17961277. GENERATING IN-DISTRIBUTION SAMPLES OF TIME-SERIES OR IMAGE DATA FOR THE NEIGHBORHOOD DISTRIBUTION simplified abstract (INTERNATIONAL BUSINESS MACHINES CORPORATION)

From WikiPatents
Jump to navigation Jump to search

GENERATING IN-DISTRIBUTION SAMPLES OF TIME-SERIES OR IMAGE DATA FOR THE NEIGHBORHOOD DISTRIBUTION

Organization Name

INTERNATIONAL BUSINESS MACHINES CORPORATION

Inventor(s)

Natalia Martinez Gil of Durham NC (US)

Kanthi Sarpatwar of Elmsford NY (US)

Roman Vaculin of Larchmont NY (US)

GENERATING IN-DISTRIBUTION SAMPLES OF TIME-SERIES OR IMAGE DATA FOR THE NEIGHBORHOOD DISTRIBUTION - A simplified explanation of the abstract

This abstract first appeared for US patent application 17961277 titled 'GENERATING IN-DISTRIBUTION SAMPLES OF TIME-SERIES OR IMAGE DATA FOR THE NEIGHBORHOOD DISTRIBUTION

Simplified Explanation

The abstract describes a method, system, and computer program product for generating in-distribution samples of data for a neighborhood distribution to be used by post-hoc local explanation methods. An autoencoder is trained to generate in-distribution samples of input data for the neighborhood distribution to be used by a post-hoc local explanation method. The training process involves mapping input data into a latent dimension, obtaining a mixed code by combining latent codes with a random coefficient, decoding the mixed code with interpretable features, and performing adversarial training against a discriminator to promote in-distribution samples.

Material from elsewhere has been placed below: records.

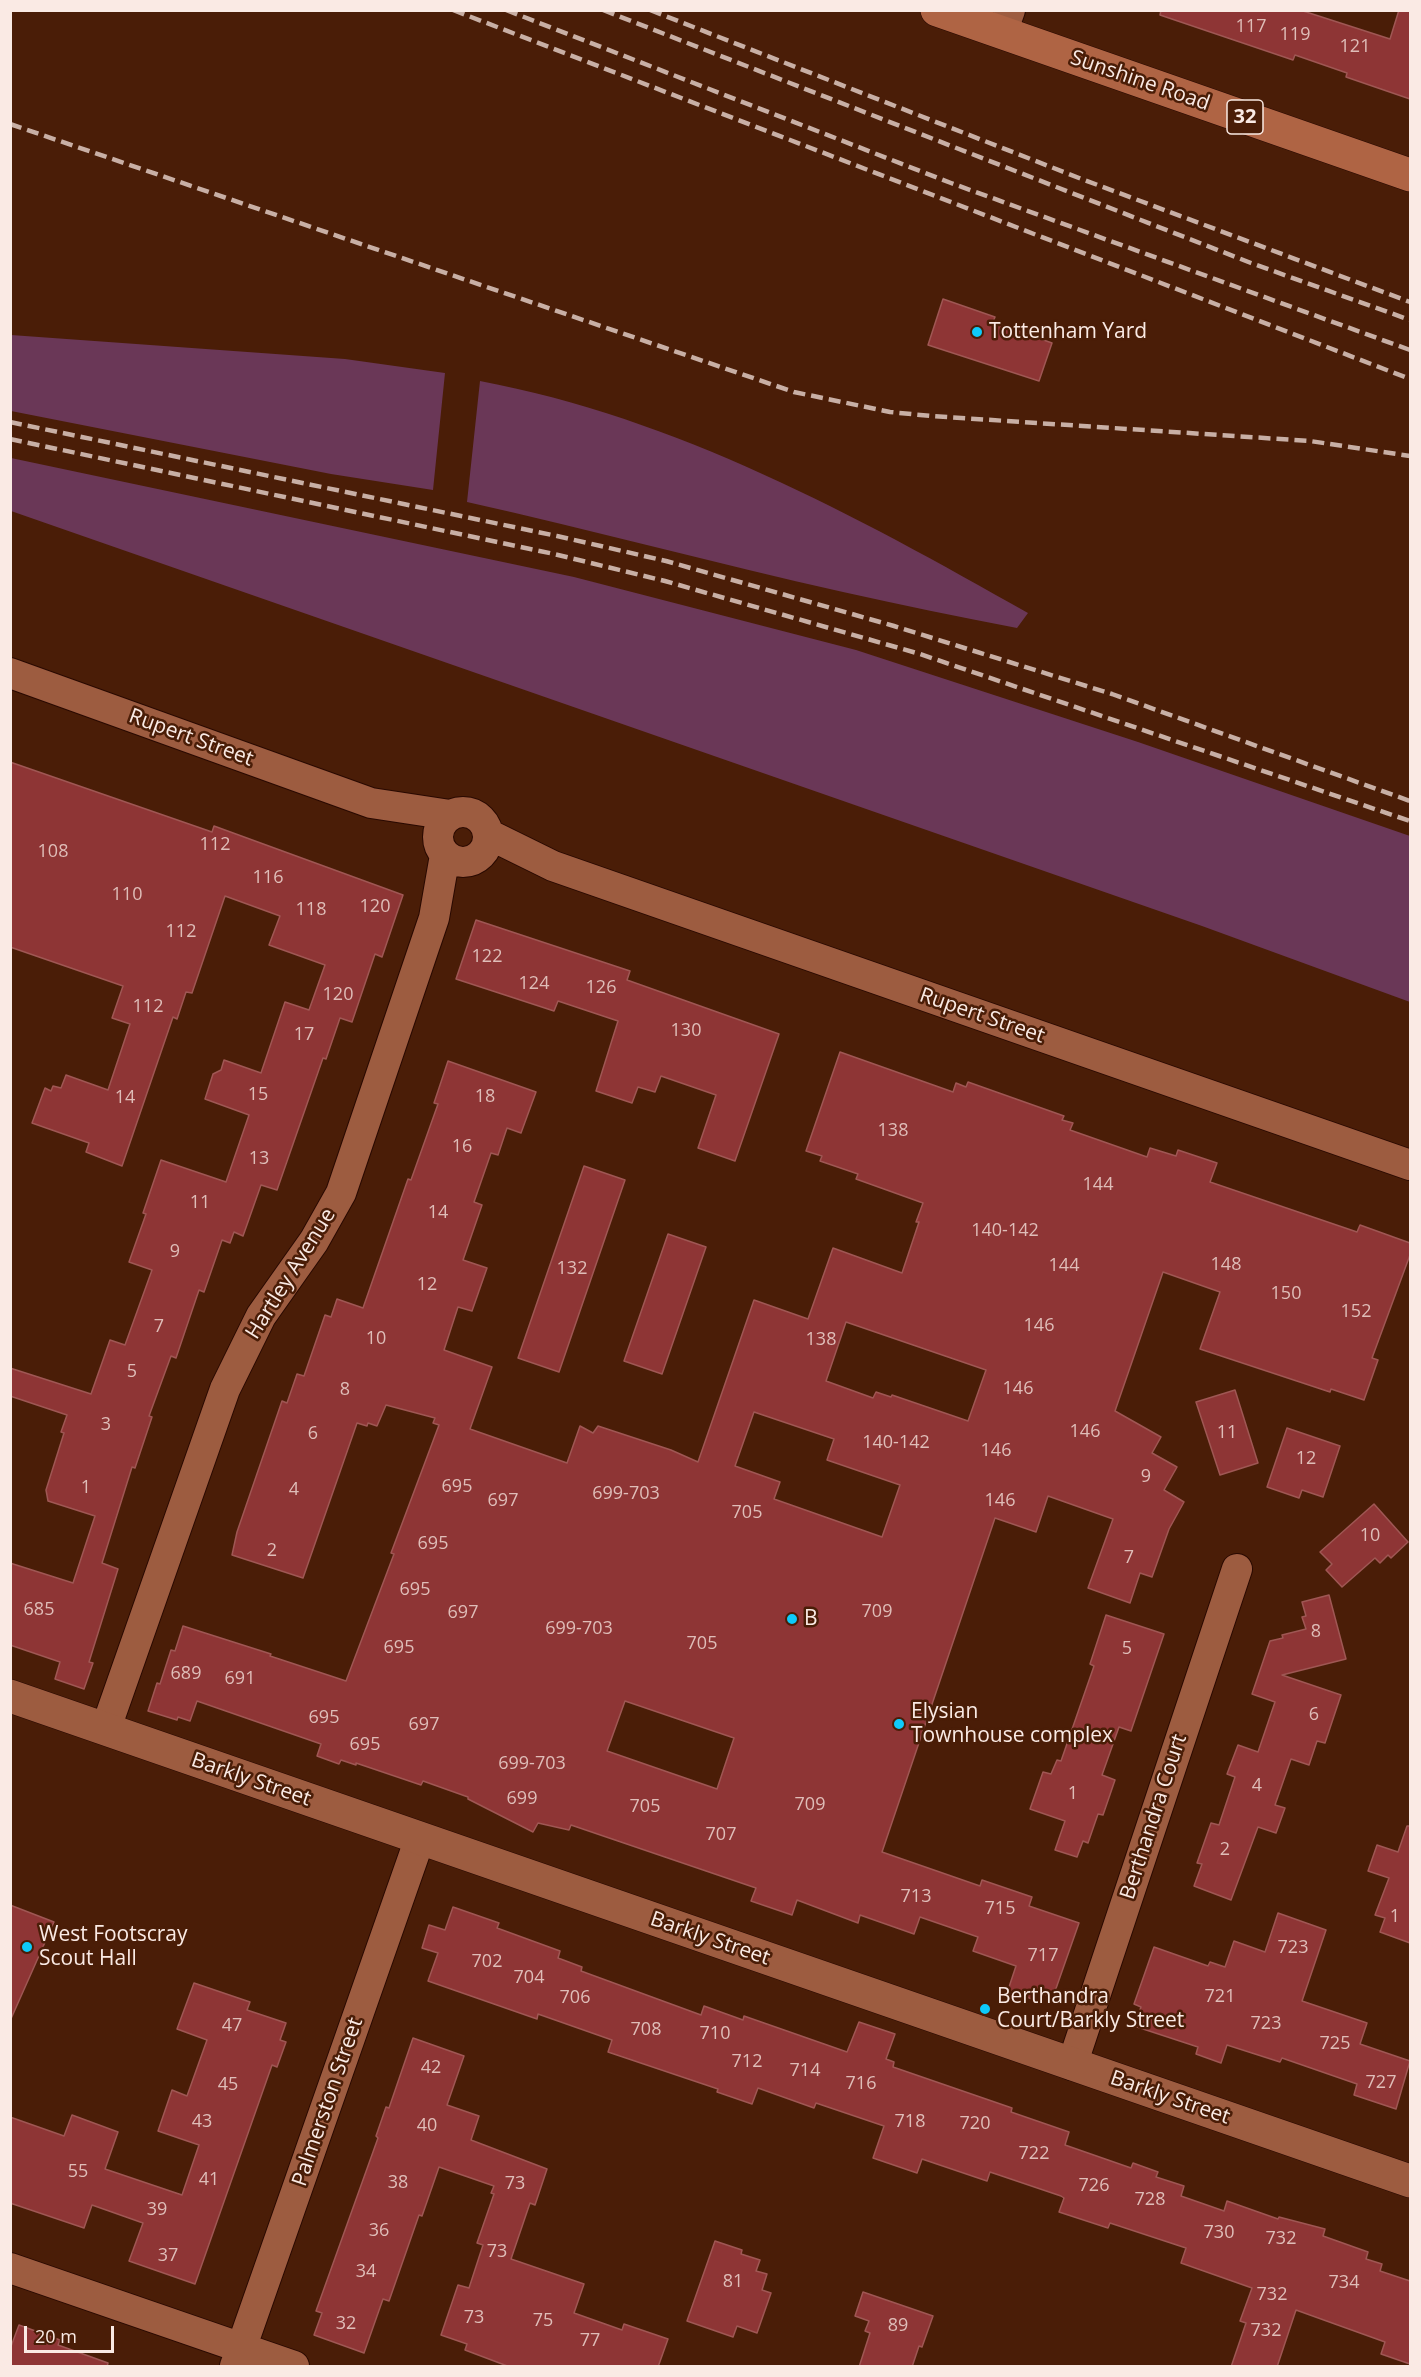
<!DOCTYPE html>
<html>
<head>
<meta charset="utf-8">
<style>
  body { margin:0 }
  #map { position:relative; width:1421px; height:2377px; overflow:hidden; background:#4a1d07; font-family:"Open Sans",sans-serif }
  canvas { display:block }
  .frame { position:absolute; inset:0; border:12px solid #faeae4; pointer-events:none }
  .scale { position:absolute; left:24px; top:2326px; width:90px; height:27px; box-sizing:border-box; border:3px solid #faeae4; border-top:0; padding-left:8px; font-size:18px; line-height:21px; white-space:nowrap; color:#faeae4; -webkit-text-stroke:4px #4a1d07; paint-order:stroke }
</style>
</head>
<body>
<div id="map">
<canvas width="1421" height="2377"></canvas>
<div class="frame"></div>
<div class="scale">20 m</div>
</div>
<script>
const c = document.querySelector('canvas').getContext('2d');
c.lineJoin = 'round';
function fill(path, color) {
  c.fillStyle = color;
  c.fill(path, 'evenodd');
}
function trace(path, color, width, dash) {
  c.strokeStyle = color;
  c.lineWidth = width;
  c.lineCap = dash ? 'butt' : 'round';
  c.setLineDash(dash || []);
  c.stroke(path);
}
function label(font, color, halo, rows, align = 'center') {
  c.font = font + ' "Open Sans",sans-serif';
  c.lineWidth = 5;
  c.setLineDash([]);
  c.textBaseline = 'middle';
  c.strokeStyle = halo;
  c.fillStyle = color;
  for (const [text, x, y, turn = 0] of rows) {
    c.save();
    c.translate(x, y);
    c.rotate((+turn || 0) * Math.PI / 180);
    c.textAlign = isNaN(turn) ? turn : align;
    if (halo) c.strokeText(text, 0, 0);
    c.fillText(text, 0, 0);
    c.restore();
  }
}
fill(new Path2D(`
  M11,335L345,359L445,373L433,490L331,474L11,411Z
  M480,381C677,418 855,515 1028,613L1017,628C959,617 901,605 843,592C717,564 593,530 467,502Z
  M11,458L574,577L856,650L1138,742L1410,836V1002L1202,926L11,511Z`), '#6a3757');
const building = new Path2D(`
  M1161,10H1300L1390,39L1399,10H1410V99L1346,77L1347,73L1295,55L1293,60L1160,15Z
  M943,299L995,317L993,322L1052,343L1039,381L928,345Z
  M10,762L212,832L214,826L403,895L382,957L375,954L352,1022L340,1018L326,1059L323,1058L277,1190L261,1185L243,1236L234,1232L230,1243L222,1240L204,1292L199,1290L176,1358L171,1356L149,1416L152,1417L135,1468L132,1467L102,1563L118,1569L89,1662L93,1663L84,1689L55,1679L60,1662L10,1645V1563L73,1583L95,1516L48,1501L46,1490L64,1433L61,1432L67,1415L10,1396V1368L91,1394L110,1340L125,1345L152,1270L129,1262L146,1214L143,1213L161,1160L226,1182L249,1115L205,1099L213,1074L221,1070L224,1060L261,1073L285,1002L309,1010L325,965L269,945L280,916L225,896L192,993L186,992L177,1019L173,1017L122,1166L86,1152L89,1143L32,1123L45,1088L51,1091L53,1086L61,1088L66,1075L108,1090L130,1024L112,1018L123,986L10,947Z
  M476,920L630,971L627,980L779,1034L735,1161L698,1148L716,1095L661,1076L655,1092L638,1087L632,1103L596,1091L618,1021L558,1001L554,1011L456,979Z
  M840,1052L953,1092L956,1083L966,1087L968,1082L1064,1116L1062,1120L1073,1123L1070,1130L1147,1157L1150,1148L1176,1156L1178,1150L1217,1163L1210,1182L1357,1232L1360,1225L1410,1243V1255L1372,1358L1378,1360L1364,1400L1331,1389L1330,1392L1200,1349L1220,1292L1163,1272L1115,1411L1161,1437L1152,1453L1177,1467L1164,1490L1184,1502L1169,1529L1152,1577L1140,1573L1130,1603L1088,1588L1113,1519L1048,1496L1036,1532L995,1518L882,1852L980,1886L982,1880L1032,1897L1029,1906L1079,1923L1053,1997L1035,1991L1032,1999L1008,1990L1016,1966L973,1951L978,1937L920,1917L914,1934L860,1915L858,1923L797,1900L792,1915L751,1901L756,1888L571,1825L569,1830L538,1823L533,1832L468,1799V1797L423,1781L421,1785L356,1763V1765L341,1760L339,1764L317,1756L321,1744L197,1701L190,1721L178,1717L177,1720L148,1711L157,1683L160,1684L171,1650L175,1651L183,1626L271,1654L270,1656L346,1681L394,1554L391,1553L439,1425L433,1423L435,1418L386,1405L377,1426L368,1423L367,1426L357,1423L303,1578L232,1555L237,1532L282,1401L287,1403L297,1374L304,1376L325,1315L331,1317L337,1299L363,1308L408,1179L411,1180L438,1104L434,1103L448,1061L536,1092L521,1133L507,1128L498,1155L491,1153L474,1202L482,1205L463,1260L487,1268L472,1311L458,1307L444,1350L492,1367L470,1429L567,1463L580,1426L593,1433L598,1426L671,1450L698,1462L754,1300L808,1319L833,1248L902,1273L919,1222H916L923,1203L856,1179L858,1174L820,1161L822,1156L806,1151ZM846,1322L986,1370L968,1421L892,1395L891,1397L876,1392L873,1398L826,1381ZM754,1412L834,1439L827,1460L900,1485L882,1537L774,1499L780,1482L735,1466ZM625,1701L734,1738L717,1789L607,1751Z
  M584,1166L625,1180L559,1372L518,1358Z
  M668,1234L706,1247L662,1374L624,1361Z
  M1235,1390L1258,1463L1220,1475L1196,1402Z
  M1287,1428L1340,1446L1323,1497L1302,1490L1299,1498L1267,1487Z
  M1374,1504L1408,1542L1391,1558L1388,1555L1380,1563L1375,1558L1342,1587L1326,1570L1332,1564L1320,1552Z
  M1329,1595L1346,1659L1282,1675L1341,1695L1325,1743L1317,1741L1309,1765L1291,1759L1275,1805L1285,1808L1276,1833L1258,1827L1231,1900L1194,1886L1202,1864L1197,1863L1211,1823L1219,1825L1235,1777L1227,1774L1238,1745L1258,1752L1275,1702L1252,1694L1270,1641L1283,1638L1282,1635L1306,1629L1302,1617L1306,1616L1302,1602Z
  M1106,1615L1164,1634L1131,1731L1119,1727L1102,1775L1115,1780L1103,1815L1098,1814L1088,1843L1083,1841L1077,1857L1055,1850L1065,1821L1030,1809L1043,1772L1051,1774L1057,1760L1061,1761L1094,1666L1090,1664Z
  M1407,1826H1410V1943L1380,1932L1385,1918L1375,1915L1389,1878L1368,1871L1377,1845L1398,1852Z
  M10,1905L54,1922L10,2021Z
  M453,1907L499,1923L497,1928L560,1951L558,1958L582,1967L581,1971L701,2015L704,2006L743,2020L744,2016L847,2052L859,2022L895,2034L886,2059L894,2062L893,2067L1012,2108L1011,2112L1069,2132L1065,2145L1131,2168L1133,2163L1158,2172L1156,2177L1184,2186L1181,2196L1224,2211L1227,2201L1278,2219L1279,2217L1325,2229L1323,2236L1368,2252L1366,2259L1382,2264L1380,2271L1410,2281V2364L1381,2354L1385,2342L1296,2310L1277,2367H1231L1246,2323L1240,2321L1252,2288L1181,2263L1186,2248L1110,2223L1108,2228L1059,2212L1064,2198L1061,2196L990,2172L987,2181L922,2159L917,2173L873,2158L884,2126L816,2103L814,2108L758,2088L752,2104L717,2092L718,2089L608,2052L612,2040L538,2014L537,2019L428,1981L438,1953L422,1948L429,1925L445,1930Z
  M1278,1913L1326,1930L1302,2001L1367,2023L1360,2044L1410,2061L1396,2109L1354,2095L1357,2084L1282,2058L1280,2062L1227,2045L1221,2063L1196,2054L1198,2047L1134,2026L1141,2007L1134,2004L1154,1947L1208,1966L1210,1962L1225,1967L1234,1941L1265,1952Z
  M194,1983L250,2002L247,2010L286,2023L280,2040L286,2042L277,2067L272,2065L195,2284L129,2261L143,2223L92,2205L84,2228L10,2203V2117L64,2136L72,2115L118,2132L105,2169L182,2195L199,2145L158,2131L172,2090L187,2096L207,2040L177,2029Z
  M413,2038L464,2056L447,2105L479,2116L471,2140L547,2169L535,2205L530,2203L511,2259L584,2284L574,2313L622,2330L624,2324L668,2339L658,2367H510L465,2350L467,2344L441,2335L458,2285L469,2288L483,2245L477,2243L494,2194L491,2193L494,2186L439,2167L422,2216L419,2215L389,2301L383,2299L364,2353L314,2335L322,2313L316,2311L378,2138L376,2136L386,2107L389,2108Z
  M715,2241L742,2250L741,2254L760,2260L756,2271L767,2274L762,2290L771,2293L757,2333L737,2326L733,2337L687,2321Z
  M863,2292L933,2316L922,2347L919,2346L912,2367H859L870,2333L865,2331L869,2321L855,2316Z
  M19,2325L60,2340L58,2345L108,2363L107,2367H10V2349Z`);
fill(building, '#8e3535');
trace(building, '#9f5754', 1.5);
const street = new Path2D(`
  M1002,33L1010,10
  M10,673L371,803L450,815
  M438 837a25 25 0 1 1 50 0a25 25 0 1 1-50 0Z
  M488,834L553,866L1410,1165
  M106,1728L225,1389L261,1316L314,1241L341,1193L434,918L445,855
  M1072,2065L1237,1569
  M10,2268L294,2366
  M235,2366L420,1838`);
const secondary = new Path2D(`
  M10,1696L1410,2181`);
const primary = new Path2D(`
  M937,10L1410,175`);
trace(street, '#290900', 32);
trace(secondary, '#290900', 34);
trace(primary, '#290900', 34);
trace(street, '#9d5c40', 30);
trace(secondary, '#9d5c40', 33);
trace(primary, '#af6444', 33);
trace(new Path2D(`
  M453,10L1410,379
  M506,10L951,183L1410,350
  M603,10L1251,263L1410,320
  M650,10L1079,178L1410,302
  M10,124L794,392L890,412L931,416L1310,441L1410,456
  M10,422L557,536L666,561L894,626L1112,694L1410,801
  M10,439L554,554L665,581L920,654L1410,821`), '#c8afa5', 4.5, [12, 6]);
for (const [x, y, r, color] of [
  [977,332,6,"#0ecafa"],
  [792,1619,6,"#0ecafa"],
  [899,1724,6,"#0ecafa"],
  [27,1947,6,"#0ecafa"],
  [985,2009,6,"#0ecafa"]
]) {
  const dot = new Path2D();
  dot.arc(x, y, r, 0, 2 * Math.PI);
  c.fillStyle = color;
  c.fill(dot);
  trace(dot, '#4a1d07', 2);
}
label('18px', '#dfbdb8', null, [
  ["117",1251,27],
  ["119",1295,35],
  ["121",1355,47],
  ["112",215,845],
  ["108",53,852],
  ["116",268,878],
  ["110",127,895],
  ["120",375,907],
  ["118",311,910],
  ["112",181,932],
  ["122",487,957],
  ["124",534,984],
  ["126",601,988],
  ["120",338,995],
  ["112",148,1007],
  ["130",686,1031],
  ["17",304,1035],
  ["15",258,1095],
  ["18",485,1097],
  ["14",125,1098],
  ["138",893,1131],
  ["16",462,1147],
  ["13",259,1159],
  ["144",1098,1185],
  ["11",200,1203],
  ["14",438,1213],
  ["140-142",1005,1231],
  ["9",175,1252],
  ["148",1226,1265],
  ["144",1064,1266],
  ["132",572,1269],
  ["12",427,1285],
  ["150",1286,1294],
  ["152",1356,1312],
  ["146",1039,1326],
  ["7",159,1327],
  ["10",376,1339],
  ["138",821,1340],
  ["5",132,1372],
  ["146",1018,1389],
  ["8",345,1390],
  ["3",106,1425],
  ["146",1085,1432],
  ["11",1227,1433],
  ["6",313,1434],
  ["140-142",896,1443],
  ["146",996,1451],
  ["12",1306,1459],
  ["9",1146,1477],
  ["695",457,1487],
  ["1",86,1488],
  ["4",294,1490],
  ["699-703",626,1494],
  ["697",503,1501],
  ["146",1000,1501],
  ["705",747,1513],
  ["10",1370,1536],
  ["695",433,1544],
  ["2",272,1551],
  ["7",1129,1558],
  ["695",415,1590],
  ["685",39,1610],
  ["709",877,1612],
  ["697",463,1613],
  ["699-703",579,1629],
  ["8",1316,1632],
  ["705",702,1644],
  ["695",399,1648],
  ["5",1127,1649],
  ["689",186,1674],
  ["691",240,1679],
  ["6",1314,1715],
  ["695",324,1718],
  ["697",424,1725],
  ["695",365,1745],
  ["699-703",532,1764],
  ["4",1257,1786],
  ["1",1073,1794],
  ["699",522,1799],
  ["709",810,1805],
  ["705",645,1807],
  ["707",721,1835],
  ["2",1225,1850],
  ["713",916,1897],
  ["715",1000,1909],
  ["1",1395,1917],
  ["723",1293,1948],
  ["717",1043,1956],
  ["702",487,1962],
  ["704",529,1978],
  ["721",1220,1997],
  ["706",575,1998],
  ["723",1266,2024],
  ["47",232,2026],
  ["708",646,2030],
  ["710",715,2034],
  ["725",1335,2044],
  ["712",747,2062],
  ["42",431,2068],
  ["714",805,2071],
  ["727",1381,2083],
  ["716",861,2084],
  ["45",228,2085],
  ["43",202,2122],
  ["718",910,2122],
  ["720",975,2124],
  ["40",427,2126],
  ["722",1034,2154],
  ["55",78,2172],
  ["41",209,2180],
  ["38",398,2183],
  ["73",515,2184],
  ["726",1094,2186],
  ["728",1150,2200],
  ["39",157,2210],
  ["36",379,2231],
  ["730",1219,2233],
  ["732",1281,2239],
  ["73",497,2252],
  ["37",168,2256],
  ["34",366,2272],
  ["81",733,2282],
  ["734",1344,2283],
  ["732",1272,2295],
  ["73",474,2318],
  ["75",543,2321],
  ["32",346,2324],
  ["89",898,2326],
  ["732",1266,2331],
  ["77",590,2341]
]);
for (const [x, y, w] of [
  [1245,117,36]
]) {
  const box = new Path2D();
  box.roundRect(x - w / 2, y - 17, w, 34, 4.5);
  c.fillStyle = '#4a1d07';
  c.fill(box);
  trace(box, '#faeae4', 1.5);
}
label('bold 20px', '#faeae4', null, [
  ["32",1245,117]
]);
label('21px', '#faeae4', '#4a1d07', [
  ["Sunshine Road",1140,81,19],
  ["Rupert Street",191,738,20],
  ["Rupert Street",982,1016,19],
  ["Hartley Avenue",291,1274,-58],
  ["Barkly Street",251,1780,19],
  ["Berthandra Court",1154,1817,-72],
  ["Barkly Street",710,1939,19],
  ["Barkly Street",1170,2098,19],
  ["Palmerston Street",328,2102,-71]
]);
label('21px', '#faeae4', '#4a1d07', [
  ["Tottenham Yard",989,332],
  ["B",804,1619],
  ["Elysian",911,1712],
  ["Townhouse complex",911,1736],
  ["West Footscray",39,1935],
  ["Scout Hall",39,1959],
  ["Berthandra",997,1997],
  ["Court/Barkly Street",997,2021]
], 'left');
</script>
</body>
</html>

  • An autoencoder is trained to generate in-distribution samples of data for a neighborhood distribution.
  • The training process involves mapping input data into a latent dimension, obtaining a mixed code, decoding with interpretable features, and adversarial training against a discriminator.

Potential Applications

This technology could be applied in various fields such as anomaly detection, fraud detection, and predictive maintenance where generating in-distribution samples is crucial for accurate analysis and decision-making.

Problems Solved

This technology addresses the challenge of generating representative in-distribution samples for post-hoc local explanation methods, improving the interpretability and reliability of the explanations provided.

Benefits

The benefits of this technology include enhanced model transparency, improved accuracy in local explanations, and better understanding of the underlying data distribution for decision-making processes.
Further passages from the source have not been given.